In the end, my projections and pontifications might be obvious or off-base, but I do find the Alexa platform to be exciting. I'd like to hear your thoughts though. As a developer, what do you think about the Alexa platform? Is it worth your while to jump in and learn about building applications with Alexa? Or have you already? What do you think will be the most useful skills?

Comments (3)

Josh

May 30, 2017

Thanks for this post. My company is wrestling with how much work to put into an Alexa skill, and you have given us food for thought.

And M

I'd like to point out something regarding the Skill ecosystem:
1) we are still not used to interacting with technology through voice, both from a user and a developer point of view.
2) making voice experiences is incredibly hard--much harder than coding the actual skill.
3) the technology has been there for a while but we can all agree that the VUI (voice user interface) paradigm is a new thing.

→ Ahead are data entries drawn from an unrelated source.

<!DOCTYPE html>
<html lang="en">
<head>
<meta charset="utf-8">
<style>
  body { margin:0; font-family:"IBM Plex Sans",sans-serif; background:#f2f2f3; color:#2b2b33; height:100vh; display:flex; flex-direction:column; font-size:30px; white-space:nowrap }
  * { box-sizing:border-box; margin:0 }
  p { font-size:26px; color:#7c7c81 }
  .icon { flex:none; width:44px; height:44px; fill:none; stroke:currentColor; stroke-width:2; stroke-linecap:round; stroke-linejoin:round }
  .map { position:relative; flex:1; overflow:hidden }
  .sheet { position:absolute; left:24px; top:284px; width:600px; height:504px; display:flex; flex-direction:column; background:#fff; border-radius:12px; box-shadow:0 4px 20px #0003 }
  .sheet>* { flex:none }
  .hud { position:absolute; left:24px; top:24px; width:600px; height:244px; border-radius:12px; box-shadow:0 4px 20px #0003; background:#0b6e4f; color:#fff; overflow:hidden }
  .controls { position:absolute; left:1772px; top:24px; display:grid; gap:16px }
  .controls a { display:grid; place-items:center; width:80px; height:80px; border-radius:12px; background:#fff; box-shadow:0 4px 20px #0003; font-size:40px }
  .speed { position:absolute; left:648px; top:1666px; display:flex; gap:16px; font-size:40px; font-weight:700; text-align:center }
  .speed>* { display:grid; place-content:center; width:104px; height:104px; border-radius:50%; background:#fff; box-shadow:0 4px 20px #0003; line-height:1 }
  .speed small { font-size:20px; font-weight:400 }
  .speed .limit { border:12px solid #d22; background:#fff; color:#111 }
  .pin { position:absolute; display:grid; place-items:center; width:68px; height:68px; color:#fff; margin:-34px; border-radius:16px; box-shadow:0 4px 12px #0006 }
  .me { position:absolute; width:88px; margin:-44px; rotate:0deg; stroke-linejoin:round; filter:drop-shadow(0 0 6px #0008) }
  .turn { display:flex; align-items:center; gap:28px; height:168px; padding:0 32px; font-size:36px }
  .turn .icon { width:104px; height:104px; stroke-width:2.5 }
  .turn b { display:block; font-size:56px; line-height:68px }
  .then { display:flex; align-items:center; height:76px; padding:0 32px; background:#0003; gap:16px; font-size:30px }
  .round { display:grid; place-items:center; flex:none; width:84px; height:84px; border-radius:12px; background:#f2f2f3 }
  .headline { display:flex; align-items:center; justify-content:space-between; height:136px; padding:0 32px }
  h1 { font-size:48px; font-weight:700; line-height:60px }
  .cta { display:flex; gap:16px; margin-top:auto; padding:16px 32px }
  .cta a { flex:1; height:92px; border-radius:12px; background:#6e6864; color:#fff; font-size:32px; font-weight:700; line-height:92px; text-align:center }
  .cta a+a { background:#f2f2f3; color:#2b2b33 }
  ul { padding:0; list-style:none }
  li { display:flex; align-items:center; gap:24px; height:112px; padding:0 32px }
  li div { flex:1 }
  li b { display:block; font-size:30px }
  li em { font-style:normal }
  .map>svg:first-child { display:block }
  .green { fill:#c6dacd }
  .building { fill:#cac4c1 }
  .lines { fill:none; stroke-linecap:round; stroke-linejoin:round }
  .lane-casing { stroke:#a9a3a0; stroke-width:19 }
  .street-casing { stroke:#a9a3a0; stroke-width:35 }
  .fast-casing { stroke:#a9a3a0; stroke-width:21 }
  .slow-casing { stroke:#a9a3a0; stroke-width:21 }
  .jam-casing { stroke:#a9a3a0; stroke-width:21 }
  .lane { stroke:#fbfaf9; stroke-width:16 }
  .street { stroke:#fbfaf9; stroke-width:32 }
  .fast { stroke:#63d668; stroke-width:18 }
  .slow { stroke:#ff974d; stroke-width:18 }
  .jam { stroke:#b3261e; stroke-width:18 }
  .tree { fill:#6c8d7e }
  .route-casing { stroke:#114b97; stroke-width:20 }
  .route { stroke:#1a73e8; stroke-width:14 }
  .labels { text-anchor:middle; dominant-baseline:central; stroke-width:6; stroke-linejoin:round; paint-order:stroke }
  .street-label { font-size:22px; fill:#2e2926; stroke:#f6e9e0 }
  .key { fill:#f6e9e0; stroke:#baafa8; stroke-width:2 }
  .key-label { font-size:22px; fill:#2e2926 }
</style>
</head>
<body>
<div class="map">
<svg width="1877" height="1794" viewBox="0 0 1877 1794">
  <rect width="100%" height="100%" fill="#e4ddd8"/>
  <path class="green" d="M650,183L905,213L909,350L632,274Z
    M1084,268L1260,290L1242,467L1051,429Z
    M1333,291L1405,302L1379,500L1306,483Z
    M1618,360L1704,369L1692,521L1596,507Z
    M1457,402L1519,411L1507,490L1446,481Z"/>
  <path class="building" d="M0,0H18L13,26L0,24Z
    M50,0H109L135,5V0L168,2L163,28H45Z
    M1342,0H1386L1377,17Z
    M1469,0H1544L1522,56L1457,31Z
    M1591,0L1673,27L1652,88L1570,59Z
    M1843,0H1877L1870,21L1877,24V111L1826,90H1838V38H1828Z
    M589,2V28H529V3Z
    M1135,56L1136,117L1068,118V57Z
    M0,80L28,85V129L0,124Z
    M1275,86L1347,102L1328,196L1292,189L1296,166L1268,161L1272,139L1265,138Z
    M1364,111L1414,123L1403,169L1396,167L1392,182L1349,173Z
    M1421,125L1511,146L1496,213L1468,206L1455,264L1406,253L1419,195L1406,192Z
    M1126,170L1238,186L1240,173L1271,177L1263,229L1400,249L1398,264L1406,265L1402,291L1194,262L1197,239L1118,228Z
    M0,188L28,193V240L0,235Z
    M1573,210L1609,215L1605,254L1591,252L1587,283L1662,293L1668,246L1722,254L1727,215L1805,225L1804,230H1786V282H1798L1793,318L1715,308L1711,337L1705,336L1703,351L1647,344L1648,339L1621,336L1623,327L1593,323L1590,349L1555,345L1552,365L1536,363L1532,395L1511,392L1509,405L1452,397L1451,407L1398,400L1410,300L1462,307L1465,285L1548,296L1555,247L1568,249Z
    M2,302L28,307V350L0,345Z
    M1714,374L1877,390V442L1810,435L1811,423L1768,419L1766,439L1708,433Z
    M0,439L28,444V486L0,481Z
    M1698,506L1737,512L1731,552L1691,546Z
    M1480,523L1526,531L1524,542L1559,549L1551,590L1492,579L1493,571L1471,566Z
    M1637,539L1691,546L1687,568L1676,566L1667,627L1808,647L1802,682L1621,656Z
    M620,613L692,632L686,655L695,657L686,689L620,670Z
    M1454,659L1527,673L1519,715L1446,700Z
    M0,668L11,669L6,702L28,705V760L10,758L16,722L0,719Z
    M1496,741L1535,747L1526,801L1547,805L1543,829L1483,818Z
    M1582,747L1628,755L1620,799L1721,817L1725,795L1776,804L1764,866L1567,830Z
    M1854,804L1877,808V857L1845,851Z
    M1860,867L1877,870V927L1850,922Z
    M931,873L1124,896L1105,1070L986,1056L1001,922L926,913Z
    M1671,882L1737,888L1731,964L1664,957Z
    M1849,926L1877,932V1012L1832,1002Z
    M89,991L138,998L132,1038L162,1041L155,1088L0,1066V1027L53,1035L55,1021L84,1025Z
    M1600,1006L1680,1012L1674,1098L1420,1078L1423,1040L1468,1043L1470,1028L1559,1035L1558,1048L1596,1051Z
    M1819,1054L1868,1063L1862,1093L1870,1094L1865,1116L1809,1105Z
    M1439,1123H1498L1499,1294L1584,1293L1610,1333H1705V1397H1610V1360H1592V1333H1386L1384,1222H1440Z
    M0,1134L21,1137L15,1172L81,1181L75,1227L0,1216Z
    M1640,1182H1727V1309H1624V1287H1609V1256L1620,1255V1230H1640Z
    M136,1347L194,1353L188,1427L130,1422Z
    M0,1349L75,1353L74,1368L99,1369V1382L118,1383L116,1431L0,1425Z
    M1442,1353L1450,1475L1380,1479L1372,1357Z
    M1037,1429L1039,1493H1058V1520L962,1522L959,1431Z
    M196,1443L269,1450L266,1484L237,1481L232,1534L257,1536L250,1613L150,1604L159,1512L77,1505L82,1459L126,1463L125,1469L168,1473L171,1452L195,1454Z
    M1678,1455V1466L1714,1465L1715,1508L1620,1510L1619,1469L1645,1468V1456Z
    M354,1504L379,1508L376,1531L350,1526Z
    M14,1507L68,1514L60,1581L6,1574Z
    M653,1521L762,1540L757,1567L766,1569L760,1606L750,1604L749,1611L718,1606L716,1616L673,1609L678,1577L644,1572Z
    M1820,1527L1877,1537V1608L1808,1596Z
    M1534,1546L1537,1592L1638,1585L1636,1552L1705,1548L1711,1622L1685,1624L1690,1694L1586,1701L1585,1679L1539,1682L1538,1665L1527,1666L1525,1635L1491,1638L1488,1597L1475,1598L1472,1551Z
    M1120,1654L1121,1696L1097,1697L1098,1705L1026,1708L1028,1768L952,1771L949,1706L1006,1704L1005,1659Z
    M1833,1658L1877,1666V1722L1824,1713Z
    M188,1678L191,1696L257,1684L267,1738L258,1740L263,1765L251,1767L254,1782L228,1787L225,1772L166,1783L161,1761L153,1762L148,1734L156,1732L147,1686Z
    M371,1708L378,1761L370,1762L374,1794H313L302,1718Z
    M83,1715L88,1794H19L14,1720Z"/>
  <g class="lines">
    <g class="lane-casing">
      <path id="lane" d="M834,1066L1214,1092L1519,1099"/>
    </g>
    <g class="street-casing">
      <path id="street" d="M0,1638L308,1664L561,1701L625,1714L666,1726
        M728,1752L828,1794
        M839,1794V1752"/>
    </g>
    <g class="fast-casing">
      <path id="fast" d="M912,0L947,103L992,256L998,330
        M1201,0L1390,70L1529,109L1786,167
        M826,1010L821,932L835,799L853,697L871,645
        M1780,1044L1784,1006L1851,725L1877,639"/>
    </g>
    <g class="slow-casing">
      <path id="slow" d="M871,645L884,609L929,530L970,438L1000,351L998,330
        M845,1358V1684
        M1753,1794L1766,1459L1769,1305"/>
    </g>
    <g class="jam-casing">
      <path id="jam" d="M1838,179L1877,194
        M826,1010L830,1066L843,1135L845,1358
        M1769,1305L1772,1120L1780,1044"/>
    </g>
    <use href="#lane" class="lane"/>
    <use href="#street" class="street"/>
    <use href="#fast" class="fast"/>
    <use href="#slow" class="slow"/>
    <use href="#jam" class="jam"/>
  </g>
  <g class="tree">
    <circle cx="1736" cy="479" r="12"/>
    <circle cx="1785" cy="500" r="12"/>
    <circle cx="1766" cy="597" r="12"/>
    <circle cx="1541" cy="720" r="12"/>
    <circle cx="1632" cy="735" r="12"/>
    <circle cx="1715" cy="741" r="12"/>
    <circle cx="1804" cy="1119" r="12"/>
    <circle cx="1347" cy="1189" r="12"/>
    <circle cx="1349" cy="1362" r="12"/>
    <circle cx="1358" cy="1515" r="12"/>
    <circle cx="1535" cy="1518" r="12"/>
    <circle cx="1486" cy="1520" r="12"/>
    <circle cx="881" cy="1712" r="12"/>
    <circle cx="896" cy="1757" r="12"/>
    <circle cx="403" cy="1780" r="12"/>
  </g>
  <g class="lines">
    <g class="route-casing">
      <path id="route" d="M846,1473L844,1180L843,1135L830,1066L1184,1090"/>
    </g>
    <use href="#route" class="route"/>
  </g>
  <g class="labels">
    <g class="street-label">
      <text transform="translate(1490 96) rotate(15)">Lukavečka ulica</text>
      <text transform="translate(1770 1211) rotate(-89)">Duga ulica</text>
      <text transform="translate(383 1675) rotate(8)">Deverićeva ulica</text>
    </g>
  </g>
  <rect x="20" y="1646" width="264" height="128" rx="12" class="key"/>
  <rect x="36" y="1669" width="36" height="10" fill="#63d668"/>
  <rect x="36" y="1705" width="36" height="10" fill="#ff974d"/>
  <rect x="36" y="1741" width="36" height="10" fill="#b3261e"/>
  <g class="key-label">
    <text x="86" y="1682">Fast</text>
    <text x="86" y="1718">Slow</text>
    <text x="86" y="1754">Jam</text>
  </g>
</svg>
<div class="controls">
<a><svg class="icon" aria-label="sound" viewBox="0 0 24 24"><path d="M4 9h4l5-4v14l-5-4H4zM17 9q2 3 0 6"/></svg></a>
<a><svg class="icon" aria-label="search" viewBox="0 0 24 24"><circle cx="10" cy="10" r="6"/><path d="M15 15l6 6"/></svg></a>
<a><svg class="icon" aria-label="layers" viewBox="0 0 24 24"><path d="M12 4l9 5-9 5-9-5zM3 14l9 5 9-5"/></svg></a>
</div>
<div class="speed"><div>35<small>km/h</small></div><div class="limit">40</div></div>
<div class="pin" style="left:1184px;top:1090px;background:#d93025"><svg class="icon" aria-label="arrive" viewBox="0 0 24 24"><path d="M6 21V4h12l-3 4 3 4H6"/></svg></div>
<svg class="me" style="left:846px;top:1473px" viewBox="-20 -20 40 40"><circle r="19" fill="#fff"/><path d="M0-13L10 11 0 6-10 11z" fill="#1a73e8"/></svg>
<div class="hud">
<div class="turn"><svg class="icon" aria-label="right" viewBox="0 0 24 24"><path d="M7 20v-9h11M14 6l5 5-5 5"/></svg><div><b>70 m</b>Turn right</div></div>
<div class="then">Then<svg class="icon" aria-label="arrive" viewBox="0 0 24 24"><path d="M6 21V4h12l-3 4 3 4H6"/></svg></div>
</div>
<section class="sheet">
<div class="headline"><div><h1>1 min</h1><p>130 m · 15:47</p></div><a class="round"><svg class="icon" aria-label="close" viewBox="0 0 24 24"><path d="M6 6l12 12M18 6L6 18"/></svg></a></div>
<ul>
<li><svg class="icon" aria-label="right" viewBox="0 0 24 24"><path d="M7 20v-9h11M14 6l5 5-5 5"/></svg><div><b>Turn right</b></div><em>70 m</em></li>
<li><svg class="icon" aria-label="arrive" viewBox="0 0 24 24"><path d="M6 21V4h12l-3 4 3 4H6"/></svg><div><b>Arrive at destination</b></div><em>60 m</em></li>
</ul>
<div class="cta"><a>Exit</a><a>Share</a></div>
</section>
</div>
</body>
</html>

While it's an unfair comparison to say that the voice experience space is like the early days of the WWW, it's also an unfair comparison to say that voice experiences TODAY should be as fluid, complex and involving as the UIs of websites or apps we use daily, which have evolved over years and years of refinement and research.
I think we should focus less on the product and more on the experience. Voice skills need to stop being a sugar-layer on top of normal apps, and be something that a web app could ever be.

Ben

May 31, 2017

@Josh - thanks! Glad it helped.

@And M - Really, really great points. I'm relatively new to the voice space (did a stint with a voice technology company a while back, and now with Alexa), but I would definitely agree with your assessment. It seems that people do think of voice as just a "sugar layer" on top of a normal app, as you put it. Of the skills that I've enabled for Alexa, very few would I say have an elegant or impressive user experience. Anyway, thanks for the comment.